Type your name(s) in the comment at the top.

Revise the okRow function to actually check the 9 values in the array named row. Return OKAY only if all values are greater than or equal to 0 and less than or equal to 9, and no value (except 0) is in the array more than once. Otherwise return ILLEGAL.

First make a plan! In our solution, we created an array of size 10 named in, with all elements initialized to 0 (int in[10] = {0};). Then in a for loop (i=0; i<9; i++), we checked the value of in[row[i]] - if it still was equal to 0, then we set it 1; but if it already was set to 1, then we returned ILLEGAL. You might try that approach too, or devise one of your own.

Revise the okColumn function to check the 9 values in column k of the two-dimensional puzzle array, returning OKAY or ILLEGAL as appropriate
Enhance the okRow function to return PERFECT if all 9 values (1-9) are included in the array.
Enhance the okColumn function to return PERFECT if all 9 values (1-9) are included in column k of the puzzle.

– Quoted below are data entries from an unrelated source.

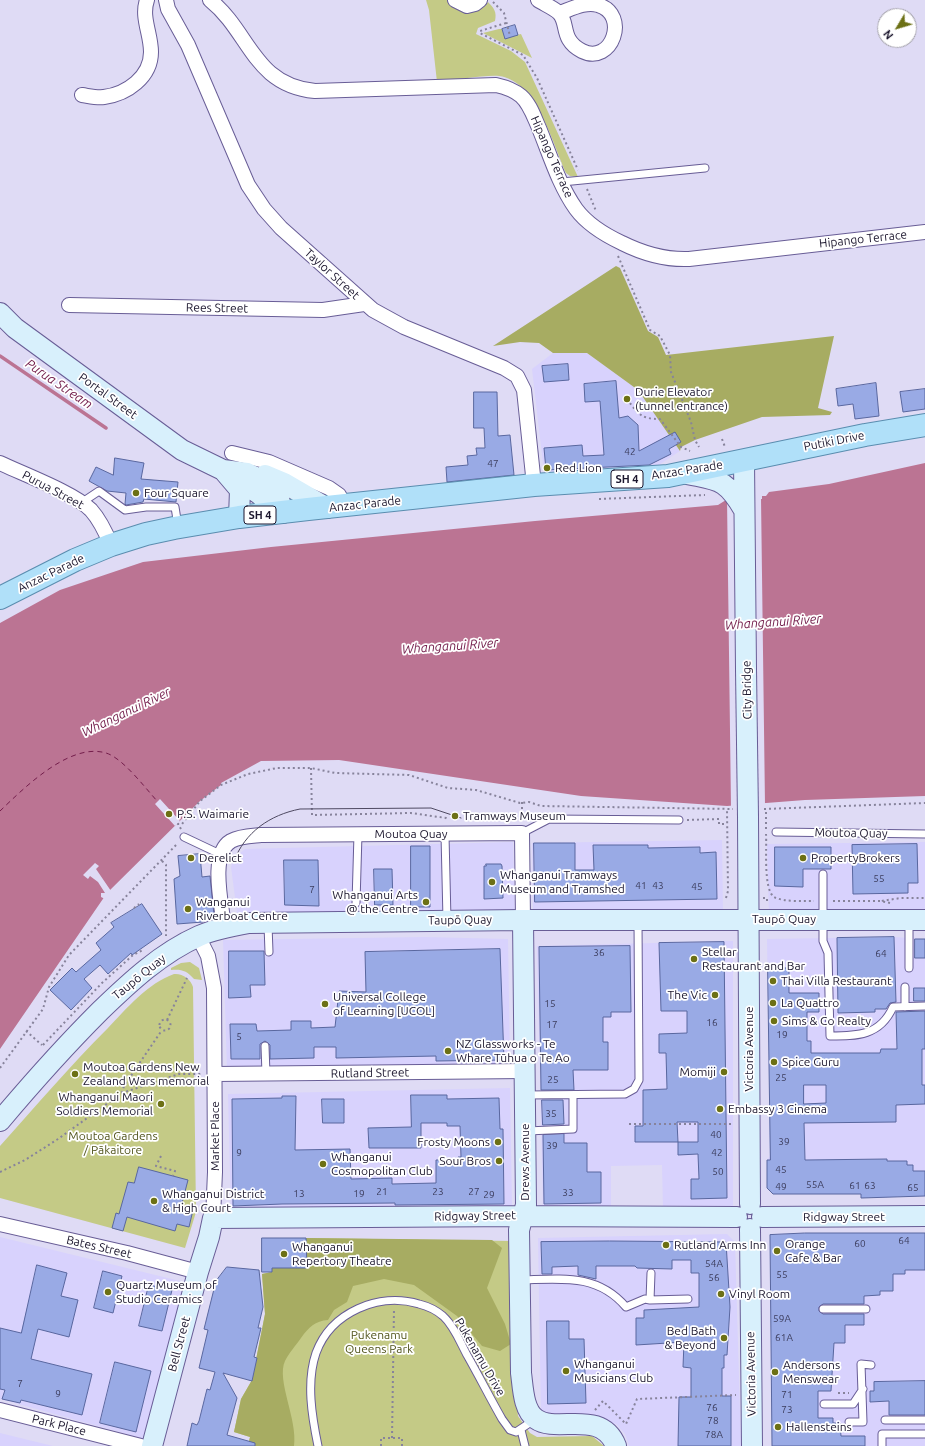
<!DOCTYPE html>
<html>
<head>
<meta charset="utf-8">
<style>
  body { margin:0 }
  #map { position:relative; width:925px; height:1446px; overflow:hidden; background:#dfdbf5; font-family:Ubuntu,sans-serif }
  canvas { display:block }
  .north { position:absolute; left:877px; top:8px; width:40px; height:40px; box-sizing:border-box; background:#fff; border:1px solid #a4a2ab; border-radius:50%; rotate:232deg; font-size:11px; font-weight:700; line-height:16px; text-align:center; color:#1c172e }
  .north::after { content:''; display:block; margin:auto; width:14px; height:18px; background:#6c7015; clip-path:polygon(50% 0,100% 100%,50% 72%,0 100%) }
</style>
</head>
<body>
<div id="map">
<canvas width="925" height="1446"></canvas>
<div class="north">N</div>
</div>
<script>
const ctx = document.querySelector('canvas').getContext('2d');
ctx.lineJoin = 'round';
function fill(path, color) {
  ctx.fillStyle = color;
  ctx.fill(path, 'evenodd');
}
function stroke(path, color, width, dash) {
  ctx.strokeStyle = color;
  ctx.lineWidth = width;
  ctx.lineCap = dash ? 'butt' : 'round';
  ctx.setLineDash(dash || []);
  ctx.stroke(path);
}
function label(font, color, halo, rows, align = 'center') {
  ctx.font = font + ' Ubuntu,sans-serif';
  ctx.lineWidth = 3.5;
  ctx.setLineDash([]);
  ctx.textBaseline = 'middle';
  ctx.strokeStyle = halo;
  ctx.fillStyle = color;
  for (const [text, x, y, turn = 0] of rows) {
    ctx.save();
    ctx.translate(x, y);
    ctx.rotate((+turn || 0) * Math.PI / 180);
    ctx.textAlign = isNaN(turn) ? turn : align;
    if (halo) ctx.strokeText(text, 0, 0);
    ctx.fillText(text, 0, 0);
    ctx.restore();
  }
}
const built = new Path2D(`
  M553,353h34l51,37 42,61 -35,23 -100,7 -13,-112z
  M722,840l1,73 -190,3 -1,-73z
  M513,842l2,75 -277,3 -7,-53 3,-9 11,-9z
  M925,842v69l-156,3 -2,-70z
  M424,937l84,2 2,125 -84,4 -199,2 -4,-130z
  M894,937l31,2v257l-64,2v-4h-88l-6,-6v-28l3,-4 -3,-217z
  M733,941v266l-70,2 -1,-44 -51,1v43l-68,1 -6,-264z
  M510,1088l2,121 -281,5 -3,-120z
  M814,1233h111v213h-153l1,-64 -2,-1 -1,-147z
  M727,1234l8,8 6,204h-112l-4,-12 -9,-10 -25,-7h-50l-3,-179z
  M0,1237l184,45 -39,157 -145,-40z
  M0,1433l53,13h-53z`);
const green = new Path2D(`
  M426,0h21c13,14 27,17 41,2 6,6 9,10 7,19l-17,7 -2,6 35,17 14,11 53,115 -8,-1 -4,-3c-13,-29 -30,-93 -67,-97 -15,-1 -45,4 -62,6l-8,-72z
  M499,29h3l3,9 16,-4 11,24 -49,-25z
  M190,962l9,6 3,12 -8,-1c-7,-8 -12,-10 -23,-9v-2l10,-5z
  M174,974c8,-1 17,5 19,13l3,225 -11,36 -185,-50v-52c36,-40 70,-80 108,-118 18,-19 40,-45 66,-54z
  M306,1238l206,3 -1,103 7,72 12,17 7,4 55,-1 12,10h-356l2,-9 -16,-5 7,-33 11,-19 13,-66 -3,-40 10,-2v-4h34z`);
const forest = new Path2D(`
  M616,266l4,2 28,63 10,6 8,18 168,-19 -16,72 14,4 -2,3 -68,2 -67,23 -14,7 -1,4 -42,-61 -51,-37h-34l-14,-10 -19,-1 -27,4z
  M306,1238l186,2 10,8 -15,40 18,36 6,20 -11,7 -18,-5 -25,-30 -43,-31 -30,-6 -31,7 -6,16 -13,8 -6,10c-13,1 -19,7 -27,18 -5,7 -12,15 -16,23 -9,19 13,59 9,85h-46l2,-9 -16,-5 7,-33 11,-19 13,-66 -3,-40 10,-2v-4h34z`);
const water = new Path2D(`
  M925,463v333l-120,4 -78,6 -146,-10 -242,-36 -78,1 -40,22v2l-21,16 -93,92 -107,156v-426l60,-33 83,-28 128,-15 264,-26 183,-16 8,-5 36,-1v-3h4l3,-4 60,-8z`);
const pier = new Path2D(`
  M761,498l4,307 -34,3 -4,-309z
  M160,799l20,22 -5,5 -20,-22z
  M95,863l4,3 -3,3 15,22 -6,8 -4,-2v-4h4l-7,-11 -8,-6 -2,3 -5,-4z`);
const stream = new Path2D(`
  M0,356l106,72`);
const ferry = new Path2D(`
  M0,811c24,-23 70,-69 106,-58 17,5 40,36 52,49`);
const building = new Path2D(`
  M515,25l3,10 -13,4 -3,-10z
  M568,364l1,16 -25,2 -2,-16z
  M616,381l3,37 9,-2 10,9 1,26 36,-19 6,10 -12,7 2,5 -22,11 -103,5 -2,-22 38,-3 1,11 21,-1 -4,-54 -15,1 -1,-18z
  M876,383l3,33 -24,3 -2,-15 -15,2 -2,-17z
  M925,389v20l-22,3 -3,-20z
  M474,392h23l1,44 12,-1 4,40 -67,7 -1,-15 22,-2 -1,-9 10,-1 -1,-7h9l-1,-20h-10z
  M115,458l29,5 -3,16 37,3 -2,20 -32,-3 -1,3 -17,3 -1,-1 1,-11 -19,-2 -18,-10 7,-14 17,8z
  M534,843h41v27h19l-1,-25h55v3l52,-1v6l16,-1 1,47 -182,3z
  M917,844l1,39h-10v10l-55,1 -1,-49z
  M411,846h19v61h-19z
  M775,847h56v22h-28v18l-28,-1z
  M200,854l2,23 8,-1 4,39 -11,7 -26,2 -3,-45 6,-3 -2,-20z
  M284,860h34l1,46 -34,-1z
  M486,864h15l1,2 1,32 -19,1v-33h2z
  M374,869h18l1,36h-18z
  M142,904l20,30 -30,21 -1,-2 -23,21 -8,-9 -16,14 8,9 -21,22 -21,-20 22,-22 4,4 25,-22 -5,-7 18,-16 -3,-4z
  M894,937l2,65 -6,1 -4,6h-11v3l-37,1 -1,-75z
  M915,939h10v19h-10z
  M724,942l3,256 -36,1v-20h8l-1,-25 -20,1v-13h20v-20h-21l1,20h-43v-16h8v-36l24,-1 -1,-36h-7v-19l28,-1v-22h-26l-2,-68z
  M630,946l1,66h-20v5h-8v25h5v28h-35l1,20h-33l-2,-143z
  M500,949l4,111 -68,1v-5l-100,2v-11h-22v11l-44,1v-14l-5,-4 -5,3v15h-29l-1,-35h26l1,7 34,-1v-9h20v7l24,-1 4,-36 27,1 -1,-40z
  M229,951h35l1,34h-15l1,12 -22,1z
  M768,968h21v25h30v19h-12v29h4v12h69l1,-4h16l-1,-37 29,-1v38h-3v36h3v19l-29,1v17l-92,1 1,37 82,-1v2h20v4h6v6h12v25l-64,2v-4h-88l-6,-6v-28h3zM804,1085h22v18l-22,1z
  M914,988h11v13h-11z
  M411,1095h36v4l52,-1 1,31h3l1,75 -109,1v-2l-113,1 -49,2 -1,-107 50,-1v-2h14l-1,54 55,-1 1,30 41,-1v6l44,-1v-23h22v-3h3l-1,-31h-13v-3h-26v25h-52l-1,-20 43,-1z
  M322,1099h22v24h-21z
  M542,1100h21l1,24 -21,1z
  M564,1134v9h23v29h14v31l-57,1 -1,-69z
  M139,1167l49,13 -7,27 12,3 -4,17 -12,-3 -2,7 -48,-14 -4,14 -11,-3 4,-15 3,1 9,-32 6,1z
  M805,1233h120v37h-20v4h-12v17h-13v4l-16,1v8h-41l-4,3v4l4,3h41v11h-19v18h-11l-3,48h-13v27h15v5h7l1,13h24v10h-93l-2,-211z
  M262,1238h44l1,30h-35v4h-10z
  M610,1241l116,1 4,65 -3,48h-3v13h-2v28h9v50h-53l1,-49h12v-29l-8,-1 1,-25 -48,3v-27h8v-8l55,-3v-34h-8v-13h-19v9l-35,-1 -2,-2h-39v13l-18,-4v-9l-26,1v7h-10l-1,-32z
  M37,1265l30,8 -6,23 17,4 -9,37 -31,-8 -7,30 61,15 -10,41 -61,-15 -1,3 -18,-4 3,-9 -5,-1v-61l21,5z
  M227,1267l32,3 4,37 -5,21h3l-7,29 3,1 -5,23 -29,-8 14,25 -10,37 28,8v3h-68l5,-23 5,2 2,-4 8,-32 3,1 5,-18 -16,-4 9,-38 -4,-1 12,-48z
  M103,1271l19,5 -9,37 -19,-5z
  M149,1285l23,5 -10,41 -23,-5z
  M547,1321h22v18h15l2,64 -38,1z
  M115,1362l36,9 -15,61 -36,-9z
  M925,1381v34h-36v-14l-19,1v-11h4v-9z`);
const path = new Path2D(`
  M493,2l11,11 6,23
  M506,23l-26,8v2l43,22 14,23 41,92
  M587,189l9,22
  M618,256l32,74 10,6 10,19 1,17 20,50 4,18 4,7
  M627,399c11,15 14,20 33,20l21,28 9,4
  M722,439l3,8
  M599,499l106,-4
  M311,768l1,47 99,-2 35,5 3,2
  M522,802v19
  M764,809l161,-6
  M687,820l32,-1v5h8
  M181,829l-3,-5h4l18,-23 21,-16 27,-11 29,-6h34l24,5 74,2 39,13 28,2 44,13 9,-1 12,4 192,3
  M766,829v-20
  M766,834c1,13 -3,55 8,63 9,5 30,4 40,4
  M162,861l4,4v71
  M726,898l2,-7 -1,-82
  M763,898h4v6
  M833,901h48
  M890,903l-9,-2 20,-3h24
  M134,908l5,-4
  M159.5 1025a5.5 5.5 0 1 1 11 0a5.5 5.5 0 1 1-11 0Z
  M167,1020l20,-42
  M26,1031l16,14
  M43,1045l59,-62 31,-28 10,-5
  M0,1068l43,-59 6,-22 20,-32 109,-112
  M122,1093l2,-7 38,-56
  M629,1124h105
  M161,1156l-5,10 19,5 -2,5
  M0,1172l25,-12 33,-21 64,-46 57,-19h22
  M838,1393h11
  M595,1410l8,-9 23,23 11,-25 99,-4
  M392,1438l2,-129
  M381,1446v-8h21v8`);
const lane = new Path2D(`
  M562,182l143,-14
  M81,503l18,-12 26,19 21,-3h29l3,19
  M776,832l149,2
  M522,833l27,-14 130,1
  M445,835l2,85
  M184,837l36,17
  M823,874v67l5,12 2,83c27,0 50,0 63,-29l32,-1
  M356,903l2,-69
  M909,922v46
  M268,925l1,27
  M905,987v20
  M265,1046l1,28
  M527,1095l98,-1 9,-5 5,-9 -1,-159
  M527,1131l46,-2v-34
  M520,1280c41,-1 77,-7 106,27l19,-8 5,1 1,-27
  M650,1300l38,-1
  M823,1309h43
  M824,1404h29l10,-15
  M885,1420h40
  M849,1422h14l-2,-58 10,1
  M521,1430l4,16
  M318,1446c-6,-29 -12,-64 -2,-93 15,-41 63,-61 103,-49 8,2 17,6 24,12 11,10 17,26 24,39 12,21 23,43 35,64l8,11 6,2 18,-12
  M882,1446v-12h43`);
const street = new Path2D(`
  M166,0l2,9 20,36 60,140 16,24 17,19 92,82 31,17 100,41 13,8 7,14 10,95
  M210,0c40,32 43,85 105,91l181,-6c9,2 18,5 25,11 9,8 13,21 18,32 11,27 20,57 37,81 11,15 29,26 46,34 22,11 43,17 67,16l236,-27
  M455,0l12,6 8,-2 5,-4
  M538,0c6,4 16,8 21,13 10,10 1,27 23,38 30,15 48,-37 16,-46 -12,-4 -27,4 -38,8
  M82,95c7,1 15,3 22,2 23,-3 47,-20 47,-45 0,-18 -10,-35 -4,-52
  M69,305l254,5 41,-6
  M232,453l37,9 60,26 10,7 6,11
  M0,463c23,11 74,30 91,47 9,10 15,23 20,35
  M224,927c-2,-22 -15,-73 7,-86 9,-5 20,-5 30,-6l261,-2 1,87
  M198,936l10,20 6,32 1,184 -2,46
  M215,1074l310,-3
  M0,1224l127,29 71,19
  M0,1410l141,36`);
const secondary = new Path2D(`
  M0,313l15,15 167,122 41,20 24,3 19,9 11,10 6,21
  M744,460l2,209
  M223,470l17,20 -1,27
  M683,473c35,8 42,4 61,37
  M265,475l19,8 43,25
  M234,481c16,6 35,16 39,33
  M748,817l2,387
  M523,920l3,285 -7,25 2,143c2,14 2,37 15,46 21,15 65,-11 80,27
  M0,1121c32,-38 65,-75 100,-110 30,-29 61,-58 99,-75 16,-7 33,-10 50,-13l274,-3h402
  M762,1217l163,-1
  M750,1229l2,217
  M152,1446l46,-174 11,-35 4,-19 309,-2 215,1`);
const primary = new Path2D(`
  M0,598l75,-38 36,-15 35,-11 28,-6 65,-11 69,-8 226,-24 134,-9 197,-41 60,-10`);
const tram = new Path2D(`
  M234,861c11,-29 36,-46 66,-52l131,-1 30,10`);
const secondaryBridge = new Path2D(`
  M746,669l2,148`);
const markers = [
  [627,399,4,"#6c7015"],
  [547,468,4,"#6c7015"],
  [136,493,4,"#6c7015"],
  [169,814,4,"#6c7015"],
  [455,816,4,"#6c7015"],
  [191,858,4,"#6c7015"],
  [803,858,4,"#6c7015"],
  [492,882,4,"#6c7015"],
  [426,902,4,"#6c7015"],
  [188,909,4,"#6c7015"],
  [694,959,4,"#6c7015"],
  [773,981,4,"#6c7015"],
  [715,995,4,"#6c7015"],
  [773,1003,4,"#6c7015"],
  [325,1004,4,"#6c7015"],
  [774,1021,4,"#6c7015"],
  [448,1051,4,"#6c7015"],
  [774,1062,4,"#6c7015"],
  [724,1072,4,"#6c7015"],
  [75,1074,4,"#6c7015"],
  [161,1104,4,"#6c7015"],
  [720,1109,4,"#6c7015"],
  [498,1142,4,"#6c7015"],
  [499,1161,4,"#6c7015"],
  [323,1164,4,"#6c7015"],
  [154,1201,4,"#6c7015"],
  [666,1245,4,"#6c7015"],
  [777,1251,4,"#6c7015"],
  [284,1254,4,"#6c7015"],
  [108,1292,4,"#6c7015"],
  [721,1294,4,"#6c7015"],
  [724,1338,4,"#6c7015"],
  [566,1371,4,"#6c7015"],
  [775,1372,4,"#6c7015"],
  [778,1427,4,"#6c7015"]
];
const numberNames = [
  ["42",630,452],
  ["47",493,464],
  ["55",879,879],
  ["41",641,886],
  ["43",658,886],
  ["45",697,887],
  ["7",312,890],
  ["36",599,953],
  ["64",881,954],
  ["15",550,1004],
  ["16",712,1023],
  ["17",552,1025],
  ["19",782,1035],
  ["5",239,1037],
  ["25",781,1078],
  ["25",553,1080],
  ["35",551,1114],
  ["40",716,1135],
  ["39",784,1142],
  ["39",552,1146],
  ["9",239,1153],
  ["42",717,1153],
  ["45",781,1170],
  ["50",718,1172],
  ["55A",815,1185],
  ["61",855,1186],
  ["63",870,1186],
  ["49",781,1187],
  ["65",913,1188],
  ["21",382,1192],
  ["23",438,1192],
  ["27",474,1192],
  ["33",568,1193],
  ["13",299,1194],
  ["19",359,1194],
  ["29",489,1195],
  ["64",904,1241],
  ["60",860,1244],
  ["54A",714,1264],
  ["55",782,1275],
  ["56",714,1278],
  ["59A",782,1319],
  ["61A",784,1338],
  ["7",20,1384],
  ["9",58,1394],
  ["71",787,1395],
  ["76",712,1408],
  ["73",787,1410],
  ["78",713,1421],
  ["78A",714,1435]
];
const shields = [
  [627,479,32],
  [260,515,32]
];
const shieldNames = [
  ["SH 4",627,479],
  ["SH 4",260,515]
];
const streetNames = [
  ["Hipango Terrace",552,157,66],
  ["Hipango Terrace",863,239,-6],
  ["Taylor Street",332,274,42],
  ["Rees Street",217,308,1],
  ["Portal Street",108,396,36],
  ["Putiki Drive",834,441,-11],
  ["Anzac Parade",687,470,-9],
  ["Purua Street",53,490,28],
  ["Anzac Parade",365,504,-6],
  ["Anzac Parade",51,573,-26],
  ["City Bridge",747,690,-91],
  ["Moutoa Quay",851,833,1],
  ["Moutoa Quay",411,834],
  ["Taupō Quay",784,919],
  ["Taupō Quay",460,920,-1],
  ["Taupō Quay",139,977,-39],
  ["Victoria Avenue",749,1049,-90],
  ["Rutland Street",370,1073,-1],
  ["Market Place",215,1136,-90],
  ["Drews Avenue",525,1162,-90],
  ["Ridgway Street",475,1216,-1],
  ["Ridgway Street",844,1217],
  ["Bates Street",99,1247,13],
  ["Bell Street",179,1344,-75],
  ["Pukenamu Drive",480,1357,60],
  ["Victoria Avenue",751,1374,-91],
  ["Park Place",59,1425,14]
];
const poiNames = [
  ["Durie Elevator",635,392],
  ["(tunnel entrance)",635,406],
  ["Red Lion",555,468],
  ["Four Square",144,493],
  ["P.S. Waimarie",177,814],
  ["Tramways Museum",463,816],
  ["Derelict",199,858],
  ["PropertyBrokers",811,858],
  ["Whanganui Tramways",500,875],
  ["Museum and Tramshed",500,889],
  ["Whanganui Arts",418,895,"right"],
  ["@ the Centre",418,909,"right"],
  ["Wanganui",196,902],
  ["Riverboat Centre",196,916],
  ["Stellar",702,952],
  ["Restaurant and Bar",702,966],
  ["Thai Villa Restaurant",781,981],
  ["The Vic",707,995,"right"],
  ["Universal College",333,997],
  ["of Learning [UCOL]",333,1011],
  ["La Quattro",781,1003],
  ["Sims & Co Realty",782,1021],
  ["NZ Glassworks - Te",456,1044],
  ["Whare Tūhua o Te Ao",456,1058],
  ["Spice Guru",782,1062],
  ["Moutoa Gardens New",83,1067],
  ["Zealand Wars memorial",83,1081],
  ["Momiji",716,1072,"right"],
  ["Whanganui Maori",153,1097,"right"],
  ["Soldiers Memorial",153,1111,"right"],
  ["Embassy 3 Cinema",728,1109],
  ["Frosty Moons",490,1142,"right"],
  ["Whanganui",331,1157],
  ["Cosmopolitan Club",331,1171],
  ["Sour Bros",491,1161,"right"],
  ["Whanganui District",162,1194],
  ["& High Court",162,1208],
  ["Orange",785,1244],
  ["Cafe & Bar",785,1258],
  ["Rutland Arms Inn",674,1245],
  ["Whanganui",292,1247],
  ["Repertory Theatre",292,1261],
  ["Quartz Museum of",116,1285],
  ["Studio Ceramics",116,1299],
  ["Vinyl Room",729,1294],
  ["Bed Bath",716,1331,"right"],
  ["& Beyond",716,1345,"right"],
  ["Whanganui",574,1364],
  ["Musicians Club",574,1378],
  ["Andersons",783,1365],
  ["Menswear",783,1379],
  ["Hallensteins",786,1427]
];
const parkNames = [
  ["Moutoa Gardens",113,1136],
  ["/ Pākaitore",113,1150],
  ["Pukenamu",379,1335],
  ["Queens Park",379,1349]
];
const waterNames = [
  ["Purua Stream",59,384,34],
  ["Whanganui River",773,622,-4],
  ["Whanganui River",450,646,-4],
  ["Whanganui River",126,712,-26]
];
fill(built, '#d8d2fd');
fill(green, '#c4ca86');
fill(forest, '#a7ac62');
fill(water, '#bb7493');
fill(pier, '#dfdbf5');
stroke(stream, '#bb7493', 3.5);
stroke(ferry, '#731d4b', 1, [5, 4]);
fill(building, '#99aae5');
stroke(building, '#59679f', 1);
stroke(lane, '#685d96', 9);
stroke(street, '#685d96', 16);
stroke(secondary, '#685d96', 22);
stroke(primary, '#5a8daf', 24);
stroke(path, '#87839b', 2, [2, 3]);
stroke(lane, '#fff', 7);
stroke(street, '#fff', 14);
stroke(secondary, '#d8f0fc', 20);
stroke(primary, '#b0e0f9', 22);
stroke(tram, '#4e4961', 1);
stroke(secondaryBridge, '#685d96', 22, []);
stroke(secondaryBridge, '#d8f0fc', 20);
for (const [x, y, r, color] of markers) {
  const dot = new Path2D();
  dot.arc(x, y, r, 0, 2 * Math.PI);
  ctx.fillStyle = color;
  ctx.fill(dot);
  stroke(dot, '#fff', 1.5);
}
label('10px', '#3b3c5c', null, numberNames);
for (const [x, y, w] of shields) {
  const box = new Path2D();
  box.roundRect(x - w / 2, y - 9, w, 18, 3);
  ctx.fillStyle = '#fff';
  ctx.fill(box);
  stroke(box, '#1c172e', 1);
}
label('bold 11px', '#1c172e', null, shieldNames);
label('12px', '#1c172e', '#fff', streetNames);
label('12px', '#1c172e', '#fff', poiNames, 'left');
label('12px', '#53561f', '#fff', parkNames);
label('italic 13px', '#731d4b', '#fff', waterNames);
</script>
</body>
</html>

Fully test each step before proceeding to the next one.

Extra Challenge
Another rule for Sudoku puzzles applies to nine 3x3 boxes within the 9x9 puzzle. These boxes are formed by grouping rows and columns 0-2, 3-5 and 6-8. So the first box, for example, includes all adjacent elements from puzzle[0][0] through puzzle[2][2]. This rules is essentially the same as the row and column rules described above - a box is perfect if all values 1-9 are present, okay if one or more of those values is replaced by 0, or illegal in any other case.
Write function okBox to work like okRow and okColumn above. The function should have the following header:
int okBox(int puzzle[9][9], int top, int left)
So okBox(puzzle, 0, 0) would check the first 3x3 box, and okBox(puzzle, 6, 6) would check the last one.
Revise a copy of check.c to check all nine 3x3 boxes of the puzzle, and neatly print the results.

Revise a copy of check.c to keep track of all checks. Then print summary results at the end, such as "All rows okay" or "4 out of 9 rows illegal" or even "Entire puzzle is perfect."

Adapted by Kyle Dewey from a lab prepared by Michael Costanzo.